ばいばい、私の家
わたし、佐原ちほ。小学6年生。
ちょっと地味で、話すのが得意じゃなくて、あんまり目立たないタイプだと思う。
物心ついたときからずっと施設で暮らしてる。
家族の記憶はないし、これまで何度か転校もしたけど、
「友だち」ってちゃんと呼べるような子とは、たぶん一度も出会ったことがない。
べつにひとりが好きってわけじゃない。
でも、誰かと仲良くなるのって、すごく難しい。
特に、わたしみたいな子にとっては。
そんな日々が、ずっと続いてきた。
*
「ちほちゃん、ちょっといい?」
お昼すぎ、学校から帰ってきてランドセルを下ろしたところで、職員さんに呼び止められた。

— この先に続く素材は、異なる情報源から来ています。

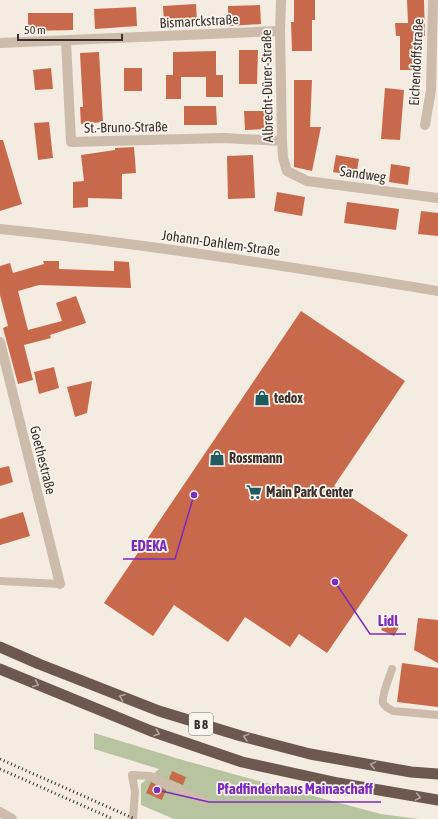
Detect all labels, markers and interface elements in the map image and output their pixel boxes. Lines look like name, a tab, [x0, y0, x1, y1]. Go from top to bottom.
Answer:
street label: Bismarckstraße	[159, 11, 239, 31]
scale bar	[18, 16, 122, 42]
street label: Eichendoffstraße	[406, 18, 426, 106]
text: 50 m	[24, 23, 46, 37]
street label: Albrecht-Dürer-Straße	[258, 29, 276, 143]
street label: St.-Bruno-Straße	[84, 118, 168, 136]
street label: Sandweg	[339, 163, 387, 185]
street label: Johann-Dahlem-Straße	[161, 227, 281, 259]
shop icon: tedox	[253, 389, 271, 407]
place label: tedox	[273, 390, 303, 406]
street label: Goethestraße	[27, 424, 59, 496]
shop icon: Rossmann	[208, 449, 226, 467]
place label: Rossmann	[229, 450, 283, 466]
supermarket icon: Main Park Center	[245, 483, 263, 501]
place label: Main Park Center	[266, 484, 354, 500]
callout: EDEKA	[123, 532, 175, 559]
text: EDEKA	[131, 537, 168, 554]
callout: Lidl	[370, 607, 406, 634]
text: Lidl	[378, 612, 399, 629]
one-way arrow	[32, 679, 40, 687]
one-way arrow	[119, 693, 126, 701]
road number: B 8	[189, 713, 213, 735]
one-way arrow	[153, 728, 160, 737]
one-way arrow	[243, 733, 250, 742]
one-way arrow	[370, 762, 376, 770]
callout: Pfadfinderhaus Mainaschaff	[209, 775, 381, 802]
text: Pfadfinderhaus Mainaschaff	[217, 780, 374, 797]
one-way arrow	[415, 792, 421, 801]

声はやさしかったけど、内容はそんなにやさしくなかった。
「ちほちゃんね、来月から別の施設に行くことになったの」
「え?…そうなんですか」
すでに話は決まっていて、転校の手続きもこっちで済ませてくれるらしい。
“相談”というよりは“通知”。そういうのには慣れてる。
「最近こっちはちょっと手が回らなくてね。ほら、子どもも増えてきたし、職員も交代したりでバタバタしてるから…」
うん、そうだよね。
わたしは静かにうなずいた。
ごめんね、仕方ないのよ、みたいな態度。
──たぶん、それは半分ほんとで、半分うそ。
もう半分はきっと、「面倒ごとが減ってよかった」っていうやつ。
自分でもわかってる。そういう目で見られてたこと。
でも、別に怒ったりしない。悲しくもならない。
最初から、期待なんてしてなかったから。
「ちほちゃんが新しい環境に慣れられるように、ちゃんと準備しておくからね」
職員さんはそう言って、貼り付けたような笑顔をくれた。
その笑顔の意味を、わたしは深く考えないことにした。
そのあと、事務室の奥から小さな声が聞こえた。
「……よかったー、あの子の“アレ”、ほんと大変だったから」
わたしは聞こえてないふりをした。
心臓がきゅっと縮んで、ちょっとだけ背中が跳ねたけど、大丈夫、平気平気。
どうってことない。そういうの、もう慣れてるし。